* _Exercise goal_
Lines containing "grid" should be pulled from the material below.

Extracted entries section start

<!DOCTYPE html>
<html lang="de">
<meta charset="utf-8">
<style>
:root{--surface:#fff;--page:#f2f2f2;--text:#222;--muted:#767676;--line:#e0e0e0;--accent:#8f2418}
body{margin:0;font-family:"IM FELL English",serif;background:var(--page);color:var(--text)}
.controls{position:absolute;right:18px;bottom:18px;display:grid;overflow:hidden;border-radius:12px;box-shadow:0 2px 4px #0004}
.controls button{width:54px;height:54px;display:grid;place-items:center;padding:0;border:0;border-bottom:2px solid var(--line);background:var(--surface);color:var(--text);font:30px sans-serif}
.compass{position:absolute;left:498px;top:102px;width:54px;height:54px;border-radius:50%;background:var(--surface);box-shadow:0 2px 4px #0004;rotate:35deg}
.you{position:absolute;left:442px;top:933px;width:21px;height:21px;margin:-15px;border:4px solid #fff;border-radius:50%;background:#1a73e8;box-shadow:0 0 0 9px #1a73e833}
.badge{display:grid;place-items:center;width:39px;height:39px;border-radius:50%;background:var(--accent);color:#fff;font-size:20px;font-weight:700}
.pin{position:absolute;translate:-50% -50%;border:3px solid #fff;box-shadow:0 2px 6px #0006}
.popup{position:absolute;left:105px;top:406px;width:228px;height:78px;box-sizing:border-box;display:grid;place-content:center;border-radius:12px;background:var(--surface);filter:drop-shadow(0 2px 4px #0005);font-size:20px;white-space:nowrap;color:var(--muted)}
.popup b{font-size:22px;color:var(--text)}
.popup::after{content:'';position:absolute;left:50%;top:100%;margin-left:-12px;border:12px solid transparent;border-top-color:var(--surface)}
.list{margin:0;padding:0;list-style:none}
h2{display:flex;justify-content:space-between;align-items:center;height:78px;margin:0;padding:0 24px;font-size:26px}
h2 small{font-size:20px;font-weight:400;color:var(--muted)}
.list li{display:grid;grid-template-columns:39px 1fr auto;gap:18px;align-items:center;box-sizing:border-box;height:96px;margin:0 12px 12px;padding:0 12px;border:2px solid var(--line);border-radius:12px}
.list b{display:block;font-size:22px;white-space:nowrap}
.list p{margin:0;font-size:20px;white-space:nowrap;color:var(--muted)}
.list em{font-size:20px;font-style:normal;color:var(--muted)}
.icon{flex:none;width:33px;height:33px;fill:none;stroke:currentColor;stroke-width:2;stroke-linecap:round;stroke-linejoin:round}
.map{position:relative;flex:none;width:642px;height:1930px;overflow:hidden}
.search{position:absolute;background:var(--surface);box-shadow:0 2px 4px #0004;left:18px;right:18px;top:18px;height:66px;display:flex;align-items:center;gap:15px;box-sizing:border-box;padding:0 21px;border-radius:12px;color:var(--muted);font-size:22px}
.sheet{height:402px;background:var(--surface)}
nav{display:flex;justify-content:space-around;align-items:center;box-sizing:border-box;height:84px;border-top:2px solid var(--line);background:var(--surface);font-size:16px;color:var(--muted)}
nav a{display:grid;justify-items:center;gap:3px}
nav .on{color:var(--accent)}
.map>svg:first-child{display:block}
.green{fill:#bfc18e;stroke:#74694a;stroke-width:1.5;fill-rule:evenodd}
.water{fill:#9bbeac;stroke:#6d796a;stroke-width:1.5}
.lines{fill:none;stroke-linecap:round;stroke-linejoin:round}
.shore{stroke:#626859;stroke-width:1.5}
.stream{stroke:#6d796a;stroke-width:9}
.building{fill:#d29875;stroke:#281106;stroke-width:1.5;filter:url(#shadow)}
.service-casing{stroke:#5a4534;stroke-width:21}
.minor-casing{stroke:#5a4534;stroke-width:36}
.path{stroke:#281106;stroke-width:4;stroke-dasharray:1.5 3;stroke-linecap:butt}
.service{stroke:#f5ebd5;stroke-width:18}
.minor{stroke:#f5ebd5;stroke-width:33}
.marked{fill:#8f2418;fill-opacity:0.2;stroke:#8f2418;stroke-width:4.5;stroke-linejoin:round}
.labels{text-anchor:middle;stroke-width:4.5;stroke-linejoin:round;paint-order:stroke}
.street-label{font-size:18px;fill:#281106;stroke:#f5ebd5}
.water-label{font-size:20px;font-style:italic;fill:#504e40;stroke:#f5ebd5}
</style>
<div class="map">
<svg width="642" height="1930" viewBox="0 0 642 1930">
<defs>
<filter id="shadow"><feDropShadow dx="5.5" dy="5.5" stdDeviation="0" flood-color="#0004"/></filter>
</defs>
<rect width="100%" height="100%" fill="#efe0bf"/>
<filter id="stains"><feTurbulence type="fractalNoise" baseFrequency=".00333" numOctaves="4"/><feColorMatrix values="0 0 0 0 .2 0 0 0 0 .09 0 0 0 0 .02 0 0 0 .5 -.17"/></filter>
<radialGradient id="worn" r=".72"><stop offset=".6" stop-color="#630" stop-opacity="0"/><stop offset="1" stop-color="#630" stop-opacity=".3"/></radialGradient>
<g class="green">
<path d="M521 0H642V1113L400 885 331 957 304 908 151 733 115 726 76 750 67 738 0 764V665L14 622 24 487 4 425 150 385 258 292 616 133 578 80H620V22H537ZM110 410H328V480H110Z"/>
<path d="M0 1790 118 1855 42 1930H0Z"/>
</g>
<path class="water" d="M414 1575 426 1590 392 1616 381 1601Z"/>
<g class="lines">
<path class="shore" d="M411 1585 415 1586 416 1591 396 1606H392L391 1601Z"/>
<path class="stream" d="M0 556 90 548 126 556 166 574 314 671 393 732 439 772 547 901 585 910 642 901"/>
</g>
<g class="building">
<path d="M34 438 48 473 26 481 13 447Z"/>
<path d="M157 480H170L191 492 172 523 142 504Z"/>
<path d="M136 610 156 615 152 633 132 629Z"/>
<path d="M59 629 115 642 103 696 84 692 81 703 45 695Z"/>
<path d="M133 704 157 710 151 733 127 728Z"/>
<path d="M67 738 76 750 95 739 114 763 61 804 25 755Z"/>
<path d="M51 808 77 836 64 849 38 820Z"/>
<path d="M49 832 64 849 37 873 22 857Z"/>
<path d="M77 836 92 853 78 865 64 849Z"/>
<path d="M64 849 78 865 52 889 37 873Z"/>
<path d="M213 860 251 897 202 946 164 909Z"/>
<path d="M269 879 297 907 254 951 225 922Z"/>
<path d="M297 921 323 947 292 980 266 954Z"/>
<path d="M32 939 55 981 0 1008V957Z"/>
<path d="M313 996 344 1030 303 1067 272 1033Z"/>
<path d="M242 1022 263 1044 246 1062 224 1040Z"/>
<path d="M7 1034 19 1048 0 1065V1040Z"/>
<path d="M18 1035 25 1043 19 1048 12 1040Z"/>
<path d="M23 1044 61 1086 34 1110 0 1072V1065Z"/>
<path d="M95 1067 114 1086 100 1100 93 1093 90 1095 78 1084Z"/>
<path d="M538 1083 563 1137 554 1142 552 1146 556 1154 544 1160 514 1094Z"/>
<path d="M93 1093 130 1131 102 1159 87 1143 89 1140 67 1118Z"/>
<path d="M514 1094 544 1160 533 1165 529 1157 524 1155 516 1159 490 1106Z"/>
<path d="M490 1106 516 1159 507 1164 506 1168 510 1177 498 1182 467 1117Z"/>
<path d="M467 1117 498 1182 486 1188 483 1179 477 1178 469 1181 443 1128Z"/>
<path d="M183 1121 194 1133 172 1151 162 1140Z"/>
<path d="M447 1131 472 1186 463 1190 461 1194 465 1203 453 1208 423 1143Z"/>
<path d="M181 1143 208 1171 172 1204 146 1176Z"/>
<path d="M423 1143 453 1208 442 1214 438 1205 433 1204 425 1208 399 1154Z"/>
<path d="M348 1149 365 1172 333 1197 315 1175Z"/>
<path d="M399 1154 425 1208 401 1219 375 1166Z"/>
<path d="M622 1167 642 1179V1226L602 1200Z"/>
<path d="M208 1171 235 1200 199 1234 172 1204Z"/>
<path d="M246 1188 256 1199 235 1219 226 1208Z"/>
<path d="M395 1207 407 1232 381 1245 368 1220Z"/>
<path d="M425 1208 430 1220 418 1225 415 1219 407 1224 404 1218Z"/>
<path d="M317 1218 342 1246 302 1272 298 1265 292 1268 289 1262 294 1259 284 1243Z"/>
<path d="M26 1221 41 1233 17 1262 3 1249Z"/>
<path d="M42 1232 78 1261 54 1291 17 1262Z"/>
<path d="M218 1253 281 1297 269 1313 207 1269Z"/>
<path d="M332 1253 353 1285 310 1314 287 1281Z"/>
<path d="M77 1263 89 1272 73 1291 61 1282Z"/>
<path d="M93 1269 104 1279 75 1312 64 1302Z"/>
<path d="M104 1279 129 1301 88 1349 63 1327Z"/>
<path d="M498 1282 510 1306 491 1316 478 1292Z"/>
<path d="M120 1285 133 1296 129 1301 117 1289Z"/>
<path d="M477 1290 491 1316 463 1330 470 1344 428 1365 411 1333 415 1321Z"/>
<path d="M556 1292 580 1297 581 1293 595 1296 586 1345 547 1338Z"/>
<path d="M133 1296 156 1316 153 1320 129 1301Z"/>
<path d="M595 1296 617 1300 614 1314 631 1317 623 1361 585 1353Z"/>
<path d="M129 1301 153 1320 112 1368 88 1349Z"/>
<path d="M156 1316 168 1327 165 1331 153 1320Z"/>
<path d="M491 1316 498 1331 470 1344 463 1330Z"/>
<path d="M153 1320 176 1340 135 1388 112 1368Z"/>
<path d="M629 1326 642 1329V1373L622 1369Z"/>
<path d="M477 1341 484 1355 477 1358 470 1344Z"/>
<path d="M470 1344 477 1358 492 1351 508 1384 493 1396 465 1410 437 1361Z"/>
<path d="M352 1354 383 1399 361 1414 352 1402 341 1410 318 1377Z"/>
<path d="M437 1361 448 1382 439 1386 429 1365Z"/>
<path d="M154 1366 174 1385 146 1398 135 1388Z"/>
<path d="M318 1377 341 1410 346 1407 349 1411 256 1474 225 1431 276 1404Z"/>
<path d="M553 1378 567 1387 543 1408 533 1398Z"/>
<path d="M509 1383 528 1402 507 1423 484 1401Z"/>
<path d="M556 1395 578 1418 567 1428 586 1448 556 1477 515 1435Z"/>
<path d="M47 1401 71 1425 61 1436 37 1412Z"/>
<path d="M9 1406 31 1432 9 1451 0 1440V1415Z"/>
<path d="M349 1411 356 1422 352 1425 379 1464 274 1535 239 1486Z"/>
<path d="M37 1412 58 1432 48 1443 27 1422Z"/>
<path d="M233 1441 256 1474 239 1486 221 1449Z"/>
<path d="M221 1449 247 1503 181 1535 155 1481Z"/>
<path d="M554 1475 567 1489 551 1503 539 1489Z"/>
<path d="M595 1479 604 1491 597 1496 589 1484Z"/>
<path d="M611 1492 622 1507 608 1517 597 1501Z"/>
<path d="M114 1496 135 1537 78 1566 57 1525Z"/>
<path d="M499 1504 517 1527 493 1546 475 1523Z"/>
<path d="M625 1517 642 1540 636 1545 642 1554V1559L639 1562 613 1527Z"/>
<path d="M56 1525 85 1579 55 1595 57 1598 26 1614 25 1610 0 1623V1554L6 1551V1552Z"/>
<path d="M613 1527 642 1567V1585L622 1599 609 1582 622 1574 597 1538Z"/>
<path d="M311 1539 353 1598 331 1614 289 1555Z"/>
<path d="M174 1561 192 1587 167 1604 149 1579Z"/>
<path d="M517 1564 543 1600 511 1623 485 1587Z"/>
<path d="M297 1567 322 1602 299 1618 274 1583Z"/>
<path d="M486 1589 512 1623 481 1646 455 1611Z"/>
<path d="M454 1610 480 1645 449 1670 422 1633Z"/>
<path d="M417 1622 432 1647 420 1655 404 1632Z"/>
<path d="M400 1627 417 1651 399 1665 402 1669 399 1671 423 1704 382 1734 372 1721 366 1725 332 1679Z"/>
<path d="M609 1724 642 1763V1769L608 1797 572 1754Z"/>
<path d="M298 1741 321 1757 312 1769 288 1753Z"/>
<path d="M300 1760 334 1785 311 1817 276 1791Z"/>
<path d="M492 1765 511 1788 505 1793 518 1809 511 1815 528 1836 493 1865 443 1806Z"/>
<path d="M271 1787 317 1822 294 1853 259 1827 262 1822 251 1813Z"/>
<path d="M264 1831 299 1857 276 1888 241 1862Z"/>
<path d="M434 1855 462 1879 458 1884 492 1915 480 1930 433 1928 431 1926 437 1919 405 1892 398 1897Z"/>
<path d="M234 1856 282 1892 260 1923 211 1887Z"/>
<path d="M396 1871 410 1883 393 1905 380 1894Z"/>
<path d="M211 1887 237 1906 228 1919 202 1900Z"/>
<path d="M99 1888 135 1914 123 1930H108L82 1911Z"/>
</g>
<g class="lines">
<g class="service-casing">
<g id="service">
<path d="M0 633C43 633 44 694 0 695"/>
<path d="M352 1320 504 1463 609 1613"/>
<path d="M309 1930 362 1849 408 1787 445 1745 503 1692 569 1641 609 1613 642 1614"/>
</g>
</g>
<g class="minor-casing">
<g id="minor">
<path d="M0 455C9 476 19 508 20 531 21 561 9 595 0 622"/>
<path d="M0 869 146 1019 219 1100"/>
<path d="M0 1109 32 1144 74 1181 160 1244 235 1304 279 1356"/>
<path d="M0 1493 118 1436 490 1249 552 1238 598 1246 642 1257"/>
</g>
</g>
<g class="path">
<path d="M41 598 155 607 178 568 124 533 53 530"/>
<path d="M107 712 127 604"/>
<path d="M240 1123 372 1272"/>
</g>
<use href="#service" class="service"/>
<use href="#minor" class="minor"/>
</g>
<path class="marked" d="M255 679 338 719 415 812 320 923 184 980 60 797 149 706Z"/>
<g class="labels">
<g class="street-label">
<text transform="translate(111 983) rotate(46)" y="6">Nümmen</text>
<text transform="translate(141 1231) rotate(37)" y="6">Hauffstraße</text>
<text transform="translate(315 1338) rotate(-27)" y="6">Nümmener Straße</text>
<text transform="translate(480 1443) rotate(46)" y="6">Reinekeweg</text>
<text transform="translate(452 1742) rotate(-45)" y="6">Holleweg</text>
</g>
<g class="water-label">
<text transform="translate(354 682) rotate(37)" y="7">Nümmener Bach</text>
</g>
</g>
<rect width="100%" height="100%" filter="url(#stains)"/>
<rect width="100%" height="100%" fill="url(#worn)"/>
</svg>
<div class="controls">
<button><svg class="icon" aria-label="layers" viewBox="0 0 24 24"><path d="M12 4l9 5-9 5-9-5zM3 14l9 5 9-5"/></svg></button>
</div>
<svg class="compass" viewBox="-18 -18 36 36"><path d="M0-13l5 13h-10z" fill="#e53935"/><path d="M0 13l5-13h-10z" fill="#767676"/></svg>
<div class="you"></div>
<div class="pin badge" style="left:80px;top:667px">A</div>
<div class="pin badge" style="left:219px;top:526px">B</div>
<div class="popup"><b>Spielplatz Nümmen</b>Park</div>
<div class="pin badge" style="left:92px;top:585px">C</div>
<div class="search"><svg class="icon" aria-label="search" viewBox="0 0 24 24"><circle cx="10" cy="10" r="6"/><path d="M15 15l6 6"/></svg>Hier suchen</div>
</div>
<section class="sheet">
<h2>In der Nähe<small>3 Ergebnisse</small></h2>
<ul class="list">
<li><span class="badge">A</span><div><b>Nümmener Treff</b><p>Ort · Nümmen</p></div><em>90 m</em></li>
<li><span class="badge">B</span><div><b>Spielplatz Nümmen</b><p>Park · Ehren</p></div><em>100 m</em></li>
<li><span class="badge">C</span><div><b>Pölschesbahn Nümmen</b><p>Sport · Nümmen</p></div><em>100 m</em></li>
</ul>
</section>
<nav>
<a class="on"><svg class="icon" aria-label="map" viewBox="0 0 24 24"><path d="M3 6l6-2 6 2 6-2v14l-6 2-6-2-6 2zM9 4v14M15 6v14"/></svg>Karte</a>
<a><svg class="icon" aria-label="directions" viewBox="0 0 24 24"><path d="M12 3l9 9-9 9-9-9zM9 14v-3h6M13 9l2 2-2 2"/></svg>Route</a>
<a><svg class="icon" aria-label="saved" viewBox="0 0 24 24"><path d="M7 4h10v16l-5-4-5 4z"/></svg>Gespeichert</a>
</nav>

Extracted entries section end

* _Solution to this problem_
.controls{position:absolute;right:18px;bottom:18px;display:grid;overflow:hidden;border-radius:12px;box-shadow:0 2px 4px #0004}
.controls button{width:54px;height:54px;display:grid;place-items:center;padding:0;border:0;border-bottom:2px solid var(--line);background:var(--surface);color:var(--text);font:30px sans-serif}
.badge{display:grid;place-items:center;width:39px;height:39px;border-radius:50%;background:var(--accent);color:#fff;font-size:20px;font-weight:700}
.popup{position:absolute;left:105px;top:406px;width:228px;height:78px;box-sizing:border-box;display:grid;place-content:center;border-radius:12px;background:var(--surface);filter:drop-shadow(0 2px 4px #0005);font-size:20px;white-space:nowrap;color:var(--muted)}
.list li{display:grid;grid-template-columns:39px 1fr auto;gap:18px;align-items:center;box-sizing:border-box;height:96px;margin:0 12px 12px;padding:0 12px;border:2px solid var(--line);border-radius:12px}
nav a{display:grid;justify-items:center;gap:3px}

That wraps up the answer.